Par la même expropriation, la SEMAVIP a acquis une parcelle de terrain situé [Adresse 9], jouxtant celle qui est ici concernée ; la SEMAVIP a conclu le 10 avril 1997 avec l’Office public d’aménagement et de construction de [Localité 40] (OPAC) une convention de bail à construction d’une durée de 65 ans, en vue de l’édification sur cette parcelle d’un bâtiment de sept étages et de deux niveaux de sous-sol, à usage d’habitation, de commerces, et de stationnement et comprenant un jardin maternel de 25 berceaux ; les permis de construire successifs ont été annulés ; les consorts [F] ont assigné le 12 janvier 2001 la Ville de [Localité 40] et l’OPAC aux fins de voir condamner l’OPAC à démolir, sous astreinte, l’immeuble litigieux ; par ordonnance du 2 décembre 2002, le juge de la mise en état du tribunal de grande instance de Paris a déclaré le tribunal de grande instance incompétent, relevant de la compétence du juge administratif ; la cour d’appel de Paris par arrêt du 7 janvier 2004 a confirmé cette ordonnance (pièce numéro 24) ; par arrêt du 6 juillet 2005, la Cour de cassation a considéré les juridictions judiciaires incompétentes pour la demande des consorts [F] de démolition d’immeubles voisins, qualifiés d’ouvrages publics, rejetant ainsi le pourvoi ; la cour administrative d’appel de Paris a par arrêt du 14 février 2008 débouté les consorts [F] de leur demande de démolition.
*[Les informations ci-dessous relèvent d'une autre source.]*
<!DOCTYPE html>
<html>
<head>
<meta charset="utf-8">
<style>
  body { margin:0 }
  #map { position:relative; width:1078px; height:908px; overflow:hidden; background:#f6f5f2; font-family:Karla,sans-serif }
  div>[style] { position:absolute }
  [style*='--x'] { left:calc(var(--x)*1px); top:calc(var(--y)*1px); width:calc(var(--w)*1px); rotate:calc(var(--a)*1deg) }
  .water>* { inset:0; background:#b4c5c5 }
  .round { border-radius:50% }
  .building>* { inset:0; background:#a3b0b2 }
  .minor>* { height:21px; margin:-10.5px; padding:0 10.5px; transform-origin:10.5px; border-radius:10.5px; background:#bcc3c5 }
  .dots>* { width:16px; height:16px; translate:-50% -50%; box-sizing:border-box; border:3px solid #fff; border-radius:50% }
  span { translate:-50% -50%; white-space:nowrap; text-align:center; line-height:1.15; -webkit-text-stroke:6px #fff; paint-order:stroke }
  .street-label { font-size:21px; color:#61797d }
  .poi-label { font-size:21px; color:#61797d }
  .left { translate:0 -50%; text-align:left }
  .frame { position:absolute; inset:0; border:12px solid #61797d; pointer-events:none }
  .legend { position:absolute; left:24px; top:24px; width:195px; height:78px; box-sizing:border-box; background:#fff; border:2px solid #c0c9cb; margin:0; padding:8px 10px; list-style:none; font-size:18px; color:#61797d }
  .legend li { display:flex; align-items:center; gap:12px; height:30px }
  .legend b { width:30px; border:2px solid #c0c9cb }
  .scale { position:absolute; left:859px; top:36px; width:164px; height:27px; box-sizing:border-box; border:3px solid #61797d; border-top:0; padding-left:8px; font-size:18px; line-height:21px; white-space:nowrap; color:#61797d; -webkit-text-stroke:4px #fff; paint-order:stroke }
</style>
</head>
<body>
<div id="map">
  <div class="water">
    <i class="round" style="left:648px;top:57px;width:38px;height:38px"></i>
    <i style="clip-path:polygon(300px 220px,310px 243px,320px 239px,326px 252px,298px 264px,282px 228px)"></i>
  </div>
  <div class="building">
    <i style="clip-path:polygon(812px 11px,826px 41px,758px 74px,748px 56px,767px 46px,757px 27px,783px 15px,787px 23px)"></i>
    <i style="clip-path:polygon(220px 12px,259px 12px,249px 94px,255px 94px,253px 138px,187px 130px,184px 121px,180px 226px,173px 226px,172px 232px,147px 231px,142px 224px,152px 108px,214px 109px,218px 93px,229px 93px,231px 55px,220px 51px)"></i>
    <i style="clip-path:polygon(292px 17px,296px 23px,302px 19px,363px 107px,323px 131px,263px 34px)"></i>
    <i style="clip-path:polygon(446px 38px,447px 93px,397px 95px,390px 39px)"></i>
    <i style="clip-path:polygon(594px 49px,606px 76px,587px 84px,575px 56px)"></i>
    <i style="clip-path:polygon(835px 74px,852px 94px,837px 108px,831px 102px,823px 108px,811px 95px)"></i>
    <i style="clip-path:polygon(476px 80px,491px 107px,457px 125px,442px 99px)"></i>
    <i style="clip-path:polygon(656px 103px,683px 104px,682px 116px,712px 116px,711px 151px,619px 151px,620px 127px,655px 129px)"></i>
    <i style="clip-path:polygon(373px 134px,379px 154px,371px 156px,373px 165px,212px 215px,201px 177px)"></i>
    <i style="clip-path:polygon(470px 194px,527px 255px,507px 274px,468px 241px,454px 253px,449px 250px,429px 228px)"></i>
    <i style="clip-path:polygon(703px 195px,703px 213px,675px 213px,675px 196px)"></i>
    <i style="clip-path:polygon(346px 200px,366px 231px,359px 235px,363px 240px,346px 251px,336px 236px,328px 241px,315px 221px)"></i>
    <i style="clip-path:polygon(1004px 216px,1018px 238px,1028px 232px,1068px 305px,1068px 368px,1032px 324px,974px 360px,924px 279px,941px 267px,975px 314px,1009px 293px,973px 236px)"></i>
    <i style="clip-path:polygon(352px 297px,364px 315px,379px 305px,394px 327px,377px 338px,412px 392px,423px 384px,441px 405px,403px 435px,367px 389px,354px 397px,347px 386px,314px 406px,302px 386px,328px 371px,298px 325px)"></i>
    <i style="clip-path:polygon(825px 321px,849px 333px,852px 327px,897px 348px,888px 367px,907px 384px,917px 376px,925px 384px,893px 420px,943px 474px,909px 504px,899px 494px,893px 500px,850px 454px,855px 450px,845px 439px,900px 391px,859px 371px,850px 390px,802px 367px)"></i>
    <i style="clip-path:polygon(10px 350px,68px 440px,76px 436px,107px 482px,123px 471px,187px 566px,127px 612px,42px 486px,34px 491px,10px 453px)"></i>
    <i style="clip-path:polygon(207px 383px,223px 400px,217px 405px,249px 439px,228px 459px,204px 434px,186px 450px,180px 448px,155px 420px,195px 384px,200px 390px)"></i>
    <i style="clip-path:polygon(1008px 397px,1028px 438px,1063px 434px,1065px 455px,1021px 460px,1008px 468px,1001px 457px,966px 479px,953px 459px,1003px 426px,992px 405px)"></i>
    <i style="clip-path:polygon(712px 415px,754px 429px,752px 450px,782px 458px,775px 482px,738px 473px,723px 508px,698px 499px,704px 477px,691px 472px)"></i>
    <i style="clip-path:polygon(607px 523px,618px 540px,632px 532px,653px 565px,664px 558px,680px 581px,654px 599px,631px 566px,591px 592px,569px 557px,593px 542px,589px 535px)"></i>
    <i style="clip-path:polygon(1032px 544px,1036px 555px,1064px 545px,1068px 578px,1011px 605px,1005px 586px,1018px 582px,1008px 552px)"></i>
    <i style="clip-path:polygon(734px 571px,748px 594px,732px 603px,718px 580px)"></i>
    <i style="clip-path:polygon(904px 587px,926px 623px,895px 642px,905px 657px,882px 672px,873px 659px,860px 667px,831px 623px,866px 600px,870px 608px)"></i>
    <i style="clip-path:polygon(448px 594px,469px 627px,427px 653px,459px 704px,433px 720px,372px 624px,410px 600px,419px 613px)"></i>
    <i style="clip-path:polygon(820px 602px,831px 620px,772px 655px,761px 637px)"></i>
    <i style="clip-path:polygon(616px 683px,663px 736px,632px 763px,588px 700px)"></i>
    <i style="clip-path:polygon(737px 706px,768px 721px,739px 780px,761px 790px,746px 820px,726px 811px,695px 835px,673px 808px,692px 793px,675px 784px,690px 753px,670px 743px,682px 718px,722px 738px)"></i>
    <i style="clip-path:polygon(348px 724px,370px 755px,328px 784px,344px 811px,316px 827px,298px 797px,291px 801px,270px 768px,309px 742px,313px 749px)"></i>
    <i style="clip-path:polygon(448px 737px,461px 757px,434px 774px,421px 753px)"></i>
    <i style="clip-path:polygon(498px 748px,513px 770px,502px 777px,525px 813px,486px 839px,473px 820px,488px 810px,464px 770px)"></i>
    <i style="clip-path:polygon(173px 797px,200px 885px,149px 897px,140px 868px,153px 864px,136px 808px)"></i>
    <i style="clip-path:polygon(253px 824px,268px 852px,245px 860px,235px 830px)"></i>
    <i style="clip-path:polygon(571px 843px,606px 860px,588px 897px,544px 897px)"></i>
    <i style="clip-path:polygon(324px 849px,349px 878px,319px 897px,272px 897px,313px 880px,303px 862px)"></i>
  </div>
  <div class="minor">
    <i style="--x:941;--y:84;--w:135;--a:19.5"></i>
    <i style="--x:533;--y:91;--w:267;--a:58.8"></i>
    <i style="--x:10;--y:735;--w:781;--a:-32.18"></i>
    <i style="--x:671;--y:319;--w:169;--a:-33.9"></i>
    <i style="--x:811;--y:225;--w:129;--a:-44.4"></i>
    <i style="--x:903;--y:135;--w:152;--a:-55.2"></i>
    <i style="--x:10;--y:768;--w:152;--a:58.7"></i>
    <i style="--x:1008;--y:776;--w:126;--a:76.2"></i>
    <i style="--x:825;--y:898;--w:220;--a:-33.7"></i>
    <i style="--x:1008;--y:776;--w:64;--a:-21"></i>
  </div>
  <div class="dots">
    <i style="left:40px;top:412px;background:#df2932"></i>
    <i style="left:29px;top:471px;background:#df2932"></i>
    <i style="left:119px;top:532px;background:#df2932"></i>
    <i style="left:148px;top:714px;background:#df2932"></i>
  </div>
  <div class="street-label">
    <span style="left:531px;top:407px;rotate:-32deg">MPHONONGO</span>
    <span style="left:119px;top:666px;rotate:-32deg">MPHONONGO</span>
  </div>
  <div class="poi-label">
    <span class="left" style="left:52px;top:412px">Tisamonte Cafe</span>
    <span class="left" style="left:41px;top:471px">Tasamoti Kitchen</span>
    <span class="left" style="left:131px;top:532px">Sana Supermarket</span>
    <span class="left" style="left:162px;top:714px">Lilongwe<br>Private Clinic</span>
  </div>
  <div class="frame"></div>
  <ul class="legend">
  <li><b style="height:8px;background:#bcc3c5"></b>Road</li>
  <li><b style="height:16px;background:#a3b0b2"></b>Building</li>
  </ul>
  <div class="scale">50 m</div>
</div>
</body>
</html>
Ils se retrouvent donc propriétaires d’un bien frappé, de fait, d’inconstructibilité par la présence, sur le terrain voisin, d’un bâtiment de sept étages, absorbant les droits à construire attachés à leur terrain.
Or, afin de pouvoir bâtir un immeuble de l’OPAC, la SOPAREM (SEMAVIP) avait besoin des droits à construire de leur terrain comme cela ressort des rapports des conseils d’administration aux assemblées des 31 décembre 1992 et 31 décembre 1993 (pièce numéro 31), l’acquisition de leur parcelle étant indispensable à la mise en ‘uvre de la construction aux limites de la propriété du lot numéro neuf portant sur 60 logements.
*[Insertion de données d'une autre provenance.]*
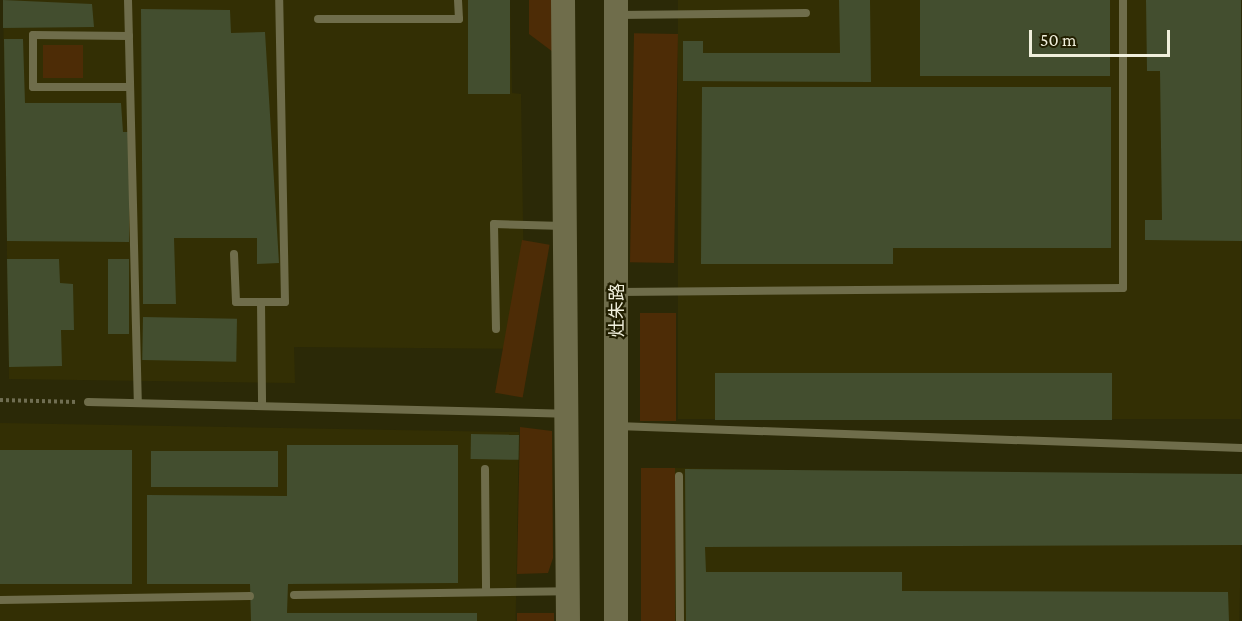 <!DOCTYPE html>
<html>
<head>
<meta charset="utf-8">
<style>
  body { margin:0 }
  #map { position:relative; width:1242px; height:621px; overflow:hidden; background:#2b2907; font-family:"Crimson Pro","Noto Sans SC",serif }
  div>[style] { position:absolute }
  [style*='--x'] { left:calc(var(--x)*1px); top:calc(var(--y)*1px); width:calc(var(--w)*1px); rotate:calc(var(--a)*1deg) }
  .built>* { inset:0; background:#332f04; transform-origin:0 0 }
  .green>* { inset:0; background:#4d2c06; transform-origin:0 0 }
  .building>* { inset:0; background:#434e2f; transform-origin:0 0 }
  .path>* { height:4px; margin-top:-2px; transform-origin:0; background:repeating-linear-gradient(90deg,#706e52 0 3px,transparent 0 6px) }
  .lane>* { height:8px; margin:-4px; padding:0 4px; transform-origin:4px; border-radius:4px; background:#6f6d4b }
  .secondary>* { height:24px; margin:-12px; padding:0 12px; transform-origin:12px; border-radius:12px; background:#6f6d4b }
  span { translate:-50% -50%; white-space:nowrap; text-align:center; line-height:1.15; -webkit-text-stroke:4.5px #221f00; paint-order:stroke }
  .street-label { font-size:18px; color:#f0efdc }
  .scale { position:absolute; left:1029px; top:30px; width:141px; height:27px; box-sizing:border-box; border:3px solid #f0efdc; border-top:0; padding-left:8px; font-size:18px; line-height:21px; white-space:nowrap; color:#f0efdc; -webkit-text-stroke:4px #221f00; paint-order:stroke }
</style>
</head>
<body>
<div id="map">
  <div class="built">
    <div style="clip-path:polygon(3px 0,510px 0,512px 93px,521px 94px,525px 349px,294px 347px,295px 383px,9px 379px)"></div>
    <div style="left:678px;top:0;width:563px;height:419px"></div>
    <div style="left:0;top:423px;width:519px;height:198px;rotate:1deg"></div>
    <div style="left:675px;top:468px;width:567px;height:153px;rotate:1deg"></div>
  </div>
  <div class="green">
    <div style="clip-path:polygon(529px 0,551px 0,553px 52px,529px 34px)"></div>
    <div style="left:678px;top:34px;width:229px;height:44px;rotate:91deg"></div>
    <div style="left:83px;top:45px;width:33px;height:40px;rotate:90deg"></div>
    <div style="left:522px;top:240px;width:28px;height:155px;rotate:10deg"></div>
    <div style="left:640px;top:313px;width:36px;height:108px"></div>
    <div style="clip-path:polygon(520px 427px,552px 431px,553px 558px,548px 573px,517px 574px)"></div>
    <div style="left:641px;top:468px;width:34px;height:153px"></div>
    <div style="left:554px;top:613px;width:8px;height:37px;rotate:90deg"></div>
  </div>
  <div class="building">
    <div style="clip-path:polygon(3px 0,92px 4px,94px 27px,3px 28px)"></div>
    <div style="left:468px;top:0;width:42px;height:94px"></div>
    <div style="clip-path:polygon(839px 0,870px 0,871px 82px,683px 81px,683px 41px,703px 41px,703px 53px,840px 53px)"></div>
    <div style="left:920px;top:0;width:190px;height:76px"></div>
    <div style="clip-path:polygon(1146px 0,1241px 0,1242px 241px,1145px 240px,1145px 220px,1162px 220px,1160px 71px,1147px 71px)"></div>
    <div style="clip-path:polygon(141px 9px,230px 10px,231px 33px,265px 32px,279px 263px,257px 264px,257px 238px,174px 238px,176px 304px,143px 304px)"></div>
    <div style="clip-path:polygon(4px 39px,23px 39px,25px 103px,121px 103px,123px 132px,129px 132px,129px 242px,7px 241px)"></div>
    <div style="clip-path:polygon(702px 87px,1111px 87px,1111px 248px,893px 248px,893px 264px,701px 264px)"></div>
    <div style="clip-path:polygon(7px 259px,59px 259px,60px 283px,73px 284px,74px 330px,61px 330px,62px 366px,9px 367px)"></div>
    <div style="left:108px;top:259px;width:21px;height:75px"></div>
    <div style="left:143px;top:317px;width:94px;height:43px;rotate:1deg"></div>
    <div style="left:715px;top:373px;width:397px;height:47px"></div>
    <div style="left:471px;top:434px;width:48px;height:25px;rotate:1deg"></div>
    <div style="clip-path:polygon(287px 445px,458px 445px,458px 583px,288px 584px,287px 613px,477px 613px,477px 621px,251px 621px,250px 584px,147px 584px,147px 495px,287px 496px)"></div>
    <div style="left:0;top:450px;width:132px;height:134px"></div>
    <div style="left:278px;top:451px;width:36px;height:127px;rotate:90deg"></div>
    <div style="clip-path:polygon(685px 469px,1242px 474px,1242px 545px,705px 547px,706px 572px,902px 572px,902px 591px,1228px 592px,1229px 621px,686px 621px)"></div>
  </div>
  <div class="path">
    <div style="--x:0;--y:400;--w:77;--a:1.5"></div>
  </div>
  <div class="lane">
    <div style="--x:128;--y:0;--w:403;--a:88.6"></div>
    <div style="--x:617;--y:15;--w:189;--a:-0.6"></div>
    <div style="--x:318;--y:19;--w:141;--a:0"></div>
    <div style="--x:459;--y:19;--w:19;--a:-93"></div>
    <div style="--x:129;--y:36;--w:96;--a:-179.4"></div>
    <div style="--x:33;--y:35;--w:52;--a:90"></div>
    <div style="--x:33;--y:87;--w:97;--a:0"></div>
    <div style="--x:234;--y:254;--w:48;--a:87.6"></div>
    <div style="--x:236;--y:302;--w:25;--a:0"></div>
    <div style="--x:261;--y:302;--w:104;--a:89.4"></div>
    <div style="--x:618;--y:292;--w:505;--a:-0.45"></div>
    <div style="--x:1123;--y:288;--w:288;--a:-90"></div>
    <div style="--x:261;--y:302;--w:24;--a:0"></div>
    <div style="--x:285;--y:302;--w:302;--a:-91.1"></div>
    <div style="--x:496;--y:329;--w:105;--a:-91.1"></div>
    <div style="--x:494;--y:224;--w:70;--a:1.6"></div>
    <div style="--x:88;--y:402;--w:477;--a:1.4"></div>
    <div style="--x:617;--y:426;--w:625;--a:2.02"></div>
    <div style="--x:485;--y:469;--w:123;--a:89.5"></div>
    <div style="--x:679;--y:476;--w:145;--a:89.6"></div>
    <div style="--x:294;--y:595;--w:273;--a:-0.8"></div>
    <div style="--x:0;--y:600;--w:250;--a:-0.9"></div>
  </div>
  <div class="secondary">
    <div style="--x:563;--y:0;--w:621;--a:89.54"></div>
    <div style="--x:616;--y:0;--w:621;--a:90"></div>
  </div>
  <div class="street-label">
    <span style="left:617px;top:310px;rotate:-90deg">灶朱路</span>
  </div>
  <div class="scale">50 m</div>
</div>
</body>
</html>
En conférant à un tiers des droits qu’elle n’avait pas, la SEMAVIP a commis une faute au préjudice des consorts [F], copropriétaires de l’immeuble [Adresse 8] et du syndicat qui constitue leur collectivité.
C la compensation
1: la part de l’indemnité répétitive
Le jugement retient qu’il y a lieu à restitution de l’indemnisation correspondant à la valeur vénale du terrain uniquement, déduction faite des sommes perçues au titre du préjudice d’agrément, du remploi ou encore des frais de modification du règlement de copropriété.
Le commissaire du gouvernement conclut logiquement que ces indemnités doivent être considérées comme acquises.
En effet, l’indemnité de remploi versée le 4 janvier 1996, est un dédommagement qui a été affecté , irrépétible et qui doit être considéré comme tel, en raison du temps écoulé et cette indemnité a été réellement réemployée (Pièce 27).
Le préjudice pour perte d’agrément a été effectivement subi par les copropriétaires de l’immeuble qui ont été privés de l’usage du jardin.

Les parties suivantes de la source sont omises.